Review 2: One of the better body weight workout books out there.
I own and have followed the Convict Conditioning series. I wish I knew about this book before I bought those. Don’t get me wrong the Convict Conditioning (Con-Con) series is very good and I would still have bought them but I think Complete Calisthenics is a better book. I currently have tailored my own program from this book with some ideas from Con-Con 1 & 2.
Kalym’s Fundamental Five (F5), his starter program if you will, is well thought out. Any beginner should be able to achieve the F5 requirements in a reasonable number of months with the exception of the 10 pull-ups which will probably be the sticking point for some. That’s not a flaw with the program but rather highlights two issues that are common with many. Too many of us are too heavy and too sedentary. Our pulling muscles are weak from disuse and it’s hard to hit a decent number of pull-ups with a spare tire acting as a anchor.
I believe hitting the F5 requirements is a reasonable foundation. His second and third programs are well thought out in my opinion. The second program uses some harder exercise variations to build greater strength and introduces handstands. Perhaps this is why some people are calling this book intermediate to advanced but remember you don’t start here, you earn your way here by nailing the F5. The third program further develops handstands and introduces levers and this is getting into advanced territory for most.

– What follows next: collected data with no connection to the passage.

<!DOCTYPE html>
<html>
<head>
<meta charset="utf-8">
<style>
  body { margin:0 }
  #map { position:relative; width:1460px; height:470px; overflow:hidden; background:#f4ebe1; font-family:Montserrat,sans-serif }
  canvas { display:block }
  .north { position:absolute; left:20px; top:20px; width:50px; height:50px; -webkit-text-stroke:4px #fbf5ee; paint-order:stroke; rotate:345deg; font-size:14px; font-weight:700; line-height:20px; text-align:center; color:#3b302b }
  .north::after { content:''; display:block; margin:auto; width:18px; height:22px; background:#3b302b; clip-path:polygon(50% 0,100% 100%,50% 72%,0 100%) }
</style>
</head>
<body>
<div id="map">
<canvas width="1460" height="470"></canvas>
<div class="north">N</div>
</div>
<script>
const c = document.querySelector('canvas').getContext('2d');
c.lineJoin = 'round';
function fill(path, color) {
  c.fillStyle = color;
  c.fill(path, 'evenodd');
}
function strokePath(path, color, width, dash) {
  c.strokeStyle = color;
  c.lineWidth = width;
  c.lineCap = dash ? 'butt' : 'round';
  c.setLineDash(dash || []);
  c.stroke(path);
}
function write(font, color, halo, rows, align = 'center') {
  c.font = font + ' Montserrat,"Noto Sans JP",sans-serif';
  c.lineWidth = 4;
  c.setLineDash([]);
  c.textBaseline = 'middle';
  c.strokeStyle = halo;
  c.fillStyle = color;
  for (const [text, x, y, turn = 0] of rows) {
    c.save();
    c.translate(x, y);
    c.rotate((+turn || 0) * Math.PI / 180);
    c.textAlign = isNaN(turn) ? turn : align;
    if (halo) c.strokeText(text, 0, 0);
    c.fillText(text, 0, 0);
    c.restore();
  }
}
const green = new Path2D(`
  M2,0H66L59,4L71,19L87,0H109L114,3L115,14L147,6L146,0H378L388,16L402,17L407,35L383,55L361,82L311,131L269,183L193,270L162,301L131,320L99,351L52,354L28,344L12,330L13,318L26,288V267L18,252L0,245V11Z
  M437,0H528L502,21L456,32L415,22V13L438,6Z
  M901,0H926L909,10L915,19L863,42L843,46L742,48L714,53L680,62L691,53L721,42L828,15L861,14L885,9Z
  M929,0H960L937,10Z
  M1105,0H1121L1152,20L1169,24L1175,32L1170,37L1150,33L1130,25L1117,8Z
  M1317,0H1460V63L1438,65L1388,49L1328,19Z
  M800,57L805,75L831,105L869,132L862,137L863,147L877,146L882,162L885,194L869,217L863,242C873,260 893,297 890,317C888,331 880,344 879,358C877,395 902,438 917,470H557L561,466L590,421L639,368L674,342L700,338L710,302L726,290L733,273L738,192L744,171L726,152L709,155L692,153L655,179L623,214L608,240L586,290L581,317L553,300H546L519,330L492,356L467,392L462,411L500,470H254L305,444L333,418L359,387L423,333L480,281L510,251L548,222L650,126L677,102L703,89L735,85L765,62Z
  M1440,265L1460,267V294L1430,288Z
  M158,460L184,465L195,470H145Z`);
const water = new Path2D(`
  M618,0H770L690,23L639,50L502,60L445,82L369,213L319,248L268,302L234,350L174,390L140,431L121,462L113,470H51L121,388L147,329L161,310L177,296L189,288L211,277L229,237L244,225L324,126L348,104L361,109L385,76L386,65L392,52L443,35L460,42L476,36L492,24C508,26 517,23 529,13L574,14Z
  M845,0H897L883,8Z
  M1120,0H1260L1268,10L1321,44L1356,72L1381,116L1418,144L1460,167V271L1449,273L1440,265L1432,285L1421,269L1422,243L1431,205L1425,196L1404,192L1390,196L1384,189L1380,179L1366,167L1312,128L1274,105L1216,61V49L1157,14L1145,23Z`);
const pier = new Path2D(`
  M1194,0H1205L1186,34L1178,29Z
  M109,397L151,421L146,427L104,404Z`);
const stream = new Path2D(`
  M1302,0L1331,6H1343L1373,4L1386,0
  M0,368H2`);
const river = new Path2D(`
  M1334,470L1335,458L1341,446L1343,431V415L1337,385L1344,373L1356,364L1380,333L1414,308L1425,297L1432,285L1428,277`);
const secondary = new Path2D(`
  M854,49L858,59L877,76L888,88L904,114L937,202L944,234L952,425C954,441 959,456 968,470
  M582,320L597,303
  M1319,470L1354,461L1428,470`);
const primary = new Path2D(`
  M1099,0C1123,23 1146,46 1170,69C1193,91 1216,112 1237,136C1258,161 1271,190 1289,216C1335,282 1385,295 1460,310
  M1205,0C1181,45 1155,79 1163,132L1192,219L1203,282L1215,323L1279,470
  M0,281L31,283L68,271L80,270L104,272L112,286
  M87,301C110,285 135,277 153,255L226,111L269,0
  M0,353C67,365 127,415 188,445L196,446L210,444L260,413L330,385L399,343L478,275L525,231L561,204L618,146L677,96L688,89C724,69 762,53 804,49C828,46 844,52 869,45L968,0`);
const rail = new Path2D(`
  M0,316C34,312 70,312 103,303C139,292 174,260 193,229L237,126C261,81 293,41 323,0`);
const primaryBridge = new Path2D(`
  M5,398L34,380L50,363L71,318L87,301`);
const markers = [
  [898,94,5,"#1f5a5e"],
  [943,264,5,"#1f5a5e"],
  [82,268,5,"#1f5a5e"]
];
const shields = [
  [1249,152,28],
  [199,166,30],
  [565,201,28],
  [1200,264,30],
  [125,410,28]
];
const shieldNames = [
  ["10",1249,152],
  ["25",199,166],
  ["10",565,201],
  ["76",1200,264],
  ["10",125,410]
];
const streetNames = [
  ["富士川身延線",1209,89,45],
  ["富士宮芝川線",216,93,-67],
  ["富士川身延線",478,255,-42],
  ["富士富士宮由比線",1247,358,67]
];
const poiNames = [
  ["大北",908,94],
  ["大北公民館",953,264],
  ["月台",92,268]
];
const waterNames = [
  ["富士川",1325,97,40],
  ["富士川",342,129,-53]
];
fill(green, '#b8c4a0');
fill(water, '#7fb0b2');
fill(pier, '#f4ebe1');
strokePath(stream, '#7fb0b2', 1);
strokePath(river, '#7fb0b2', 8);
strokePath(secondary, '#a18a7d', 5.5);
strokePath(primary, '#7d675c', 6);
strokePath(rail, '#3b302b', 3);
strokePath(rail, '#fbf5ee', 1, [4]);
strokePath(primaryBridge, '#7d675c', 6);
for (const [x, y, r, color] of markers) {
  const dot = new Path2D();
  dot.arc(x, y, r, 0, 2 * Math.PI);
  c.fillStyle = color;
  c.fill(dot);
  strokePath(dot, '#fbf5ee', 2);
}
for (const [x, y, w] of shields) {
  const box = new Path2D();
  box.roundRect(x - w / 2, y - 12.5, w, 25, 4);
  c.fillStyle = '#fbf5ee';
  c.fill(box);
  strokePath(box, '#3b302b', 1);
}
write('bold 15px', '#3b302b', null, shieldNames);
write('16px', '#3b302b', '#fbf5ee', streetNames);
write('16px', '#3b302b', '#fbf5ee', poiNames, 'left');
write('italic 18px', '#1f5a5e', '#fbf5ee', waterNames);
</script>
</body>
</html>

In my opinion this is a no nonsense, no hype book with a very good treatment of a large selection of body weight exercises and reasonable programming. The book lays out a plan to go as far as you want to go with calisthenics.
Review 3: Just what I’ve been searching for!!
I’ve been following the “Convict Conditioning” plan since 2012 with excellent results. But I’ve been trying to include more gymnastics style training into my routine (Planche, Levers, Human Flag, etc). I’ve searched on line for progressions for these with limited success.
I was on Amazon and saw this book in the “People who purchased this also purchased these” section. I read the description and the reviews and decided to give it a shot. I am VERY glad I did. This is exactly what I’ve been looking for. It has similar progression information to Convict Conditioning, but for more exercises. It covers Planche, Levers, and Human Flags along with many others. It gave great information about building strength in the scapula which will improve overall strength and stability.
The book is well written with plenty of pictures showing how to complete each movement.
The nutrition section is brief and basic, but I didn’t purchase it for nutritional advice.
I’ve only had the book for 2 days and I’m already incorporating new exercises described in the book into my routine.
Thank you Ashley Kalym for the great book! I will post back in a year with my results.
10/7/2014 Update: I have begun to incorporate the static holds into my routine and I am already feeling a major difference in my upper body strength. The post workout (next day) muscle soreness feels different then when I am doing my standard repetition work. I am very much enjoying these new static hold exercises.
12/1/2015 Update: L-Sits, Planche, Front Levers & Back Levers have all been incorporated into my regular routine rotation. I now have a set of rings and I built a set of PVC pipe parallettes. I achieved my first back lever (held for 8 seconds) on a bar about a month ago. I can hold good clean L-Sit for 15 seconds on the rings. I am working on the panche (on the rings and parallettes) and front levers (on a bar), but I’m still a long way off from doing those. I also regularly work on ring muscle ups (haven’t got these yet) and human flags (I mastered the clutch flag a long time ago). This is a great book and I have recommended it to many people.